Bidentate Chiral Bis(imidazolium)‐Based Halogen‐Bond Donors: Synthesis and Applications in Enantioselective Recognition and Catalysis

Abstract

Even though halogen bonding—the noncovalent interaction between electrophilic halogen substituents and Lewis bases—has now been established in molecular recognition and catalysis, its use in enantioselective processes is still very rarely explored. Herein, we present the synthesis of chiral bidentate halogen‐bond donors based on two iodoimidazolium units with rigidly attached chiral sidearms. With these Lewis acids, chiral recognition of a racemic diamine is achieved in NMR studies. DFT calculations support a 1:1 interaction of the halogen‐bond donor with both enantiomers and indicate that the chiral recognition is based on a different spatial orientation of the Lewis bases in the halogen‐bonded complexes. In addition, moderate enantioselectivity is achieved in a Mukaiyama aldol reaction with a preorganized variant of the chiral halogen‐bond donor. This represents the first case in which asymmetric induction was realized with a pure halogen‐bond donor lacking any additional active functional groups.

Enantioselective process: A dicationic bidentate halogen‐bond donor based on iodoimidazolium groups with rigidly attached chiral moieties allowed the NMR‐based enantiodiscrimination of a racemic diamine. It also enabled the first enantioselective reaction catalyzed by a “pure” halogen‐based Lewis acid.

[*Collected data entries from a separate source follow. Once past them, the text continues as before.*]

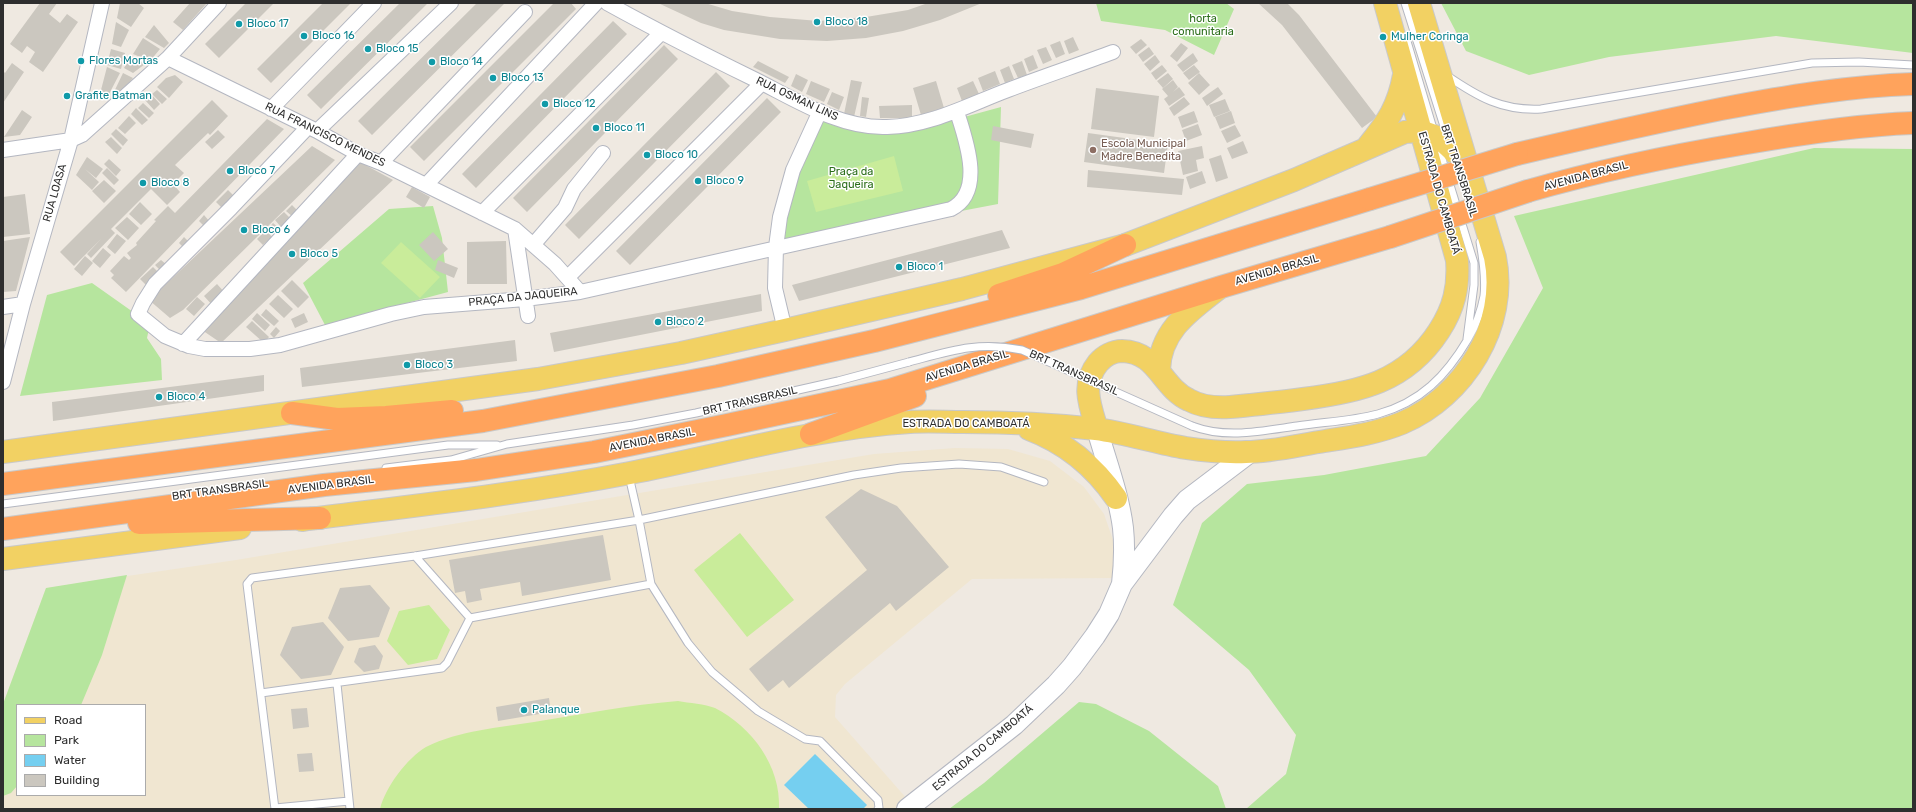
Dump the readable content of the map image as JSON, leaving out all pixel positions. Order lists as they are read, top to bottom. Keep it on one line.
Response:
{"streets":{"highway":["AVENIDA BRASIL"],"main road":["ESTRADA DO CAMBOATÁ"],"street":["RUA OSMAN LINS","RUA FRANCISCO MENDES","RUA LOASA","PRAÇA DA JAQUEIRA"],"lane":["BRT TRANSBRASIL"]},"crossings":[["RUA OSMAN LINS","PRAÇA DA JAQUEIRA"],["RUA FRANCISCO MENDES","PRAÇA DA JAQUEIRA"],["BRT TRANSBRASIL","ESTRADA DO CAMBOATÁ"]],"parks":["horta comunitaria","Praça da Jaqueira"],"places":["Bloco 18","Bloco 17","Bloco 16","Mulher Coringa","Bloco 15","Flores Mortas","Bloco 14","Bloco 13","Grafite Batman","Bloco 12","Bloco 11","Escola Municipal Madre Benedita","Bloco 10","Bloco 7","Bloco 9","Bloco 8","Bloco 6","Bloco 5","Bloco 1","Bloco 2","Bloco 3","Bloco 4","Palanque"],"legend":["Road","Park","Water","Building"]}
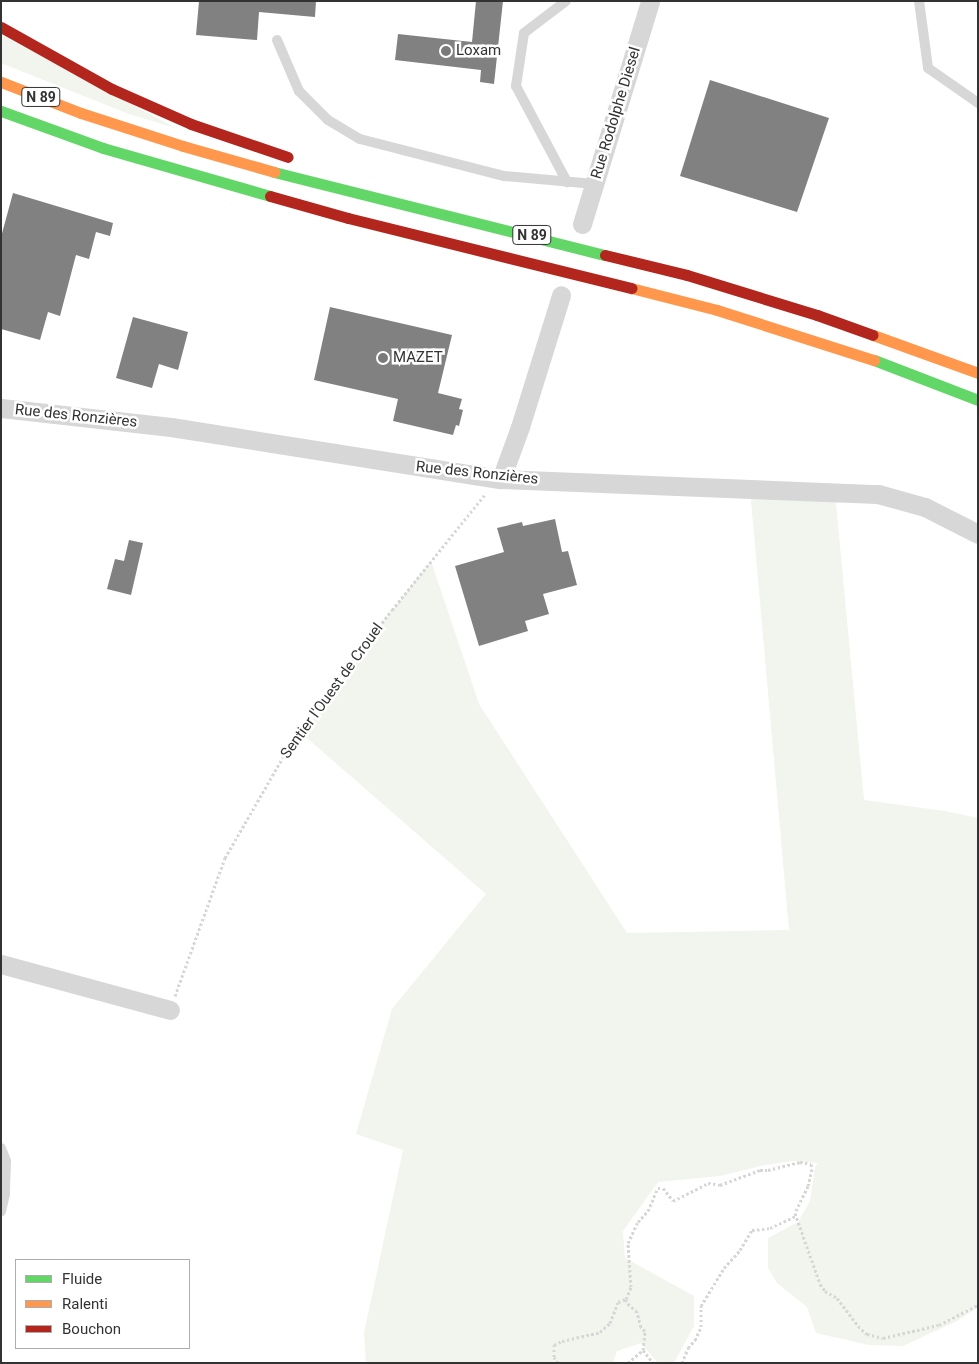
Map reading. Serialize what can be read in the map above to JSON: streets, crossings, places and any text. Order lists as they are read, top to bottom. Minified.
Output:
{"streets":{"highway":["N 89"],"street":["Rue Rodolphe Diesel","Rue des Ronzières"],"path":["Sentier l'Ouest de Crouel"]},"crossings":[["Rue des Ronzières","Sentier l'Ouest de Crouel"]],"places":["Loxam","MAZET"],"legend":["Fluide","Ralenti","Bouchon"]}
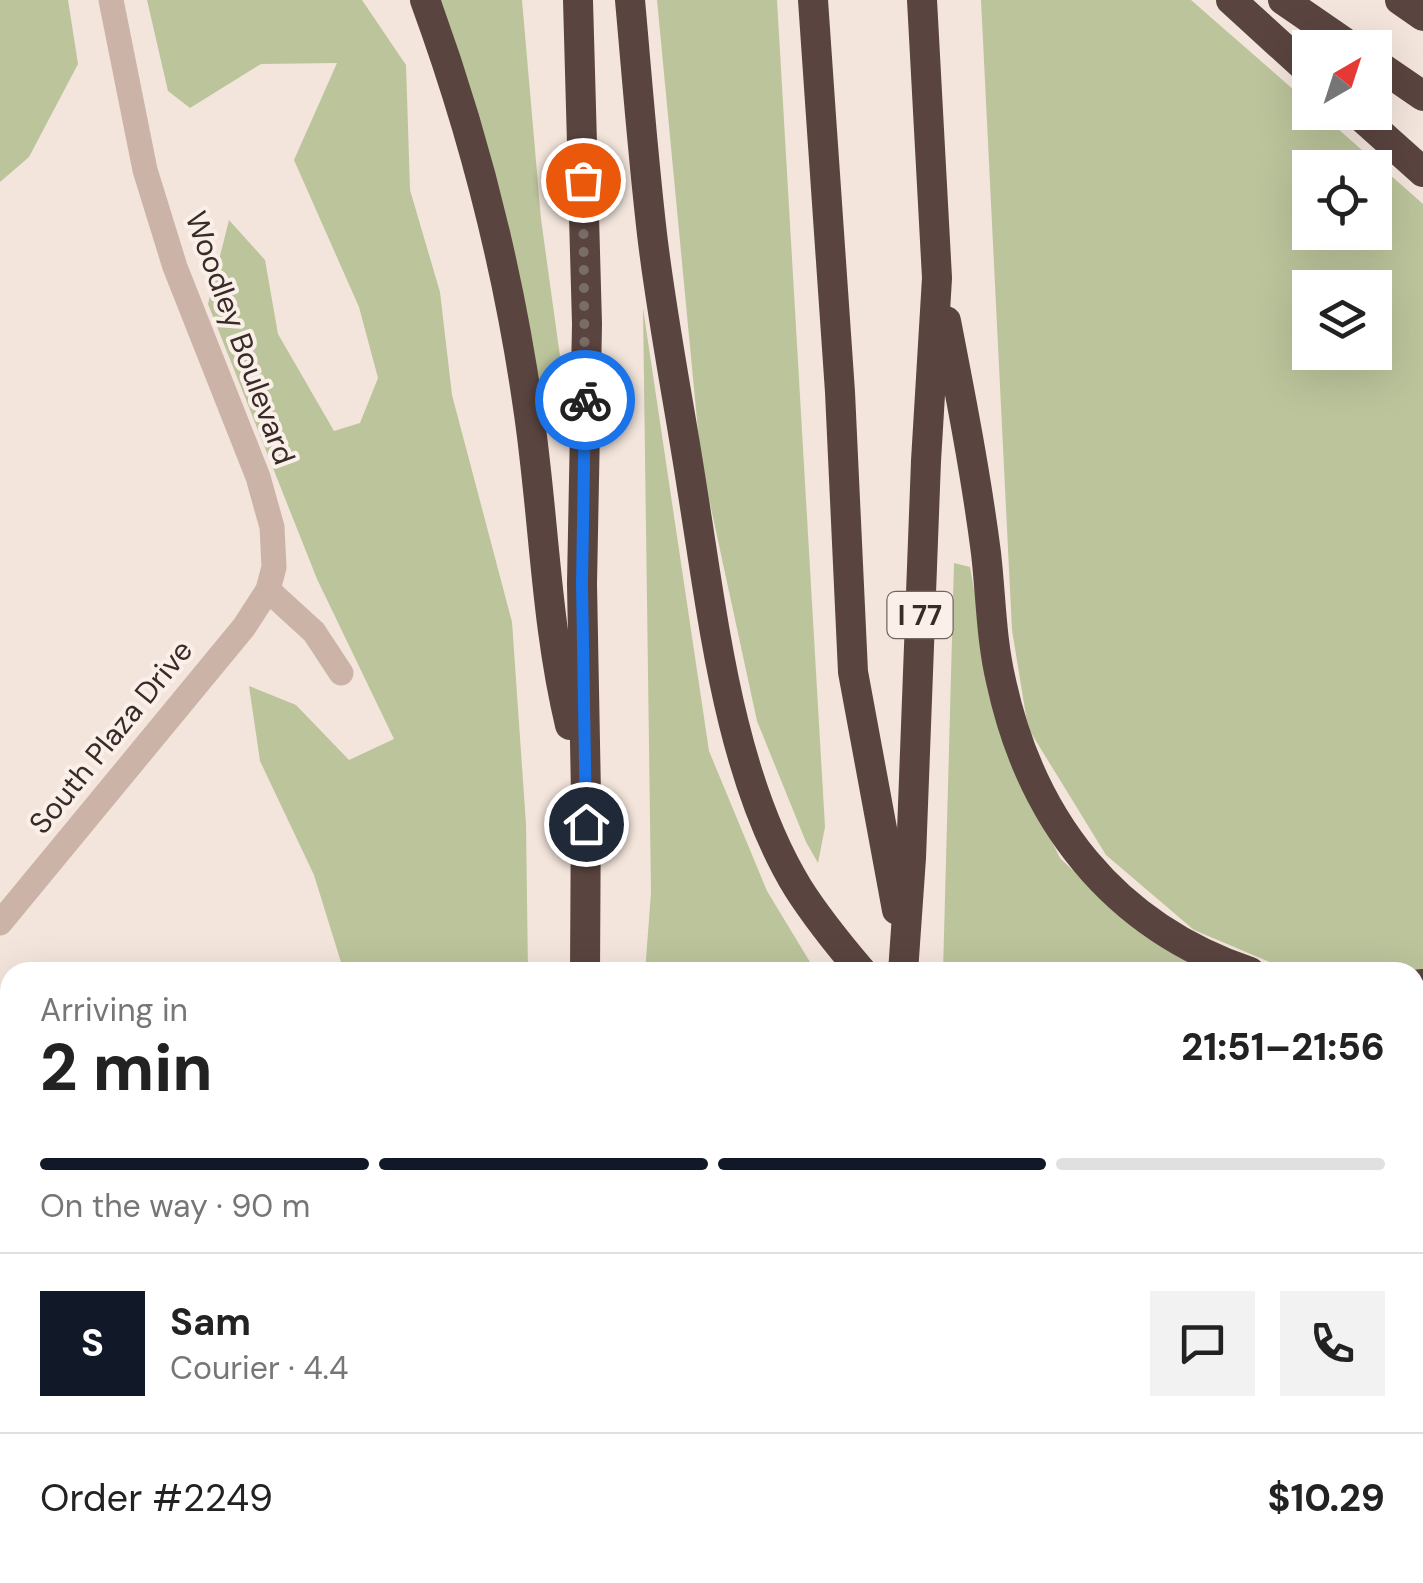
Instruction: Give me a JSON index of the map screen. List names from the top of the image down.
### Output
{
  "streets": {
    "highway": ["I 77"],
    "street": ["Woodley Boulevard", "South Plaza Drive"]
  },
  "crossings": [
    ["Woodley Boulevard", "South Plaza Drive"]
  ],
  "north": "top right",
  "page": {
    "heading": ["2 min", "Arriving in", "21:51–21:56"],
    "panel": [
      "Sam",
      "Courier · 4.4",
      "Order #2249",
      "$10.29"
    ],
    "bar": "On the way · 90 m",
    "round": "S"
  }
}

The last two decades have seen a steadily increasing interest in the use of noncovalent interactions in catalysis.1 One of these is halogen bonding (XB),2 which is similar to hydrogen bonding (HB) and has been applied in organocatalysis in a growing number of studies.3 Strong multidentate XB donors (halogen‐based Lewis acids) are typically based on two iodo(benz)imidazolium or iodotriazolium motifs4 and, particularly for more challenging substrates such as neutral carbonyl derivatives, a high degree of preorganization of the catalyst is crucial for good performance.4b, 4h

Almost all the XB donors used so far were achiral, and enantioselective versions of such catalytic processes are still in their infancy. Promising first cases were reported by the groups of Tan5a and Arai,5b, 5c but in these examples either XB is only one of several noncovalent interactions at work5a or further Lewis/Brønsted‐basic substituents on the XB donor make it difficult to assess the relative relevance of XB.5b, 5c Thus, overall, clear examples of purely XB‐based asymmetric induction are still lacking.6

Several reasons render the latter more challenging than HB‐based enantioselective processes: XB features a high directionality (with R‐X⋅⋅⋅LB angles of ca. 180°; LB=Lewis base), and this combined with the long R‐I and I⋅⋅⋅LB distances places a chiral backbone R quite far away from the substrate LB. In addition, and in contrast to HB, chiral bidentate XB motifs are not readily available but need to be designed from scratch, which leads to challenging synthetic routes. One strategy to provide a chiral environment close to the substrate is the incorporation of XB donor motifs in complex interlocked systems, which has been realized by Beer and co‐workers for [2]rotaxanes7a and [3]rotaxanes.7b An alternative approach is to equip XB donors with large chiral sidearms. After our group had reported that 1,2,3‐triazolium‐based bidentate XB donors can be easily modified with chiral substituents,8a Kanger and co‐workers presented more sophisticated versions of this motif, which, however, did not generate a noticeable enantiomeric excess in test reactions.8b–8d

An arguably more direct way to assess the performance of any new chiral XB donor for chirality transfer is the investigation of its binding behavior with a racemic mixture of XB acceptors.7, 8b, 9 Several cases have been reported by the Beer group, whereby chiral XB donors have been used for the enantioselective recognition of anions, typically carboxylates.7, 9 Neutral substrates are far less Lewis basic than anions and are thus more difficult to bind and differentiate. To the best of our knowledge, there is only one report on the ¹H NMR enantiodiscrimination of a neutral compound by a chiral XB donor:8b Kanger and co‐workers used the above‐mentioned 1,2,3‐triazolium‐based XB donors to resolve the enantiomers of chiral thioureas. The difference in NMR shifts was very small, however, likely because the chiral sidearms can freely rotate around the C−N bonds which connect them to the XB donors.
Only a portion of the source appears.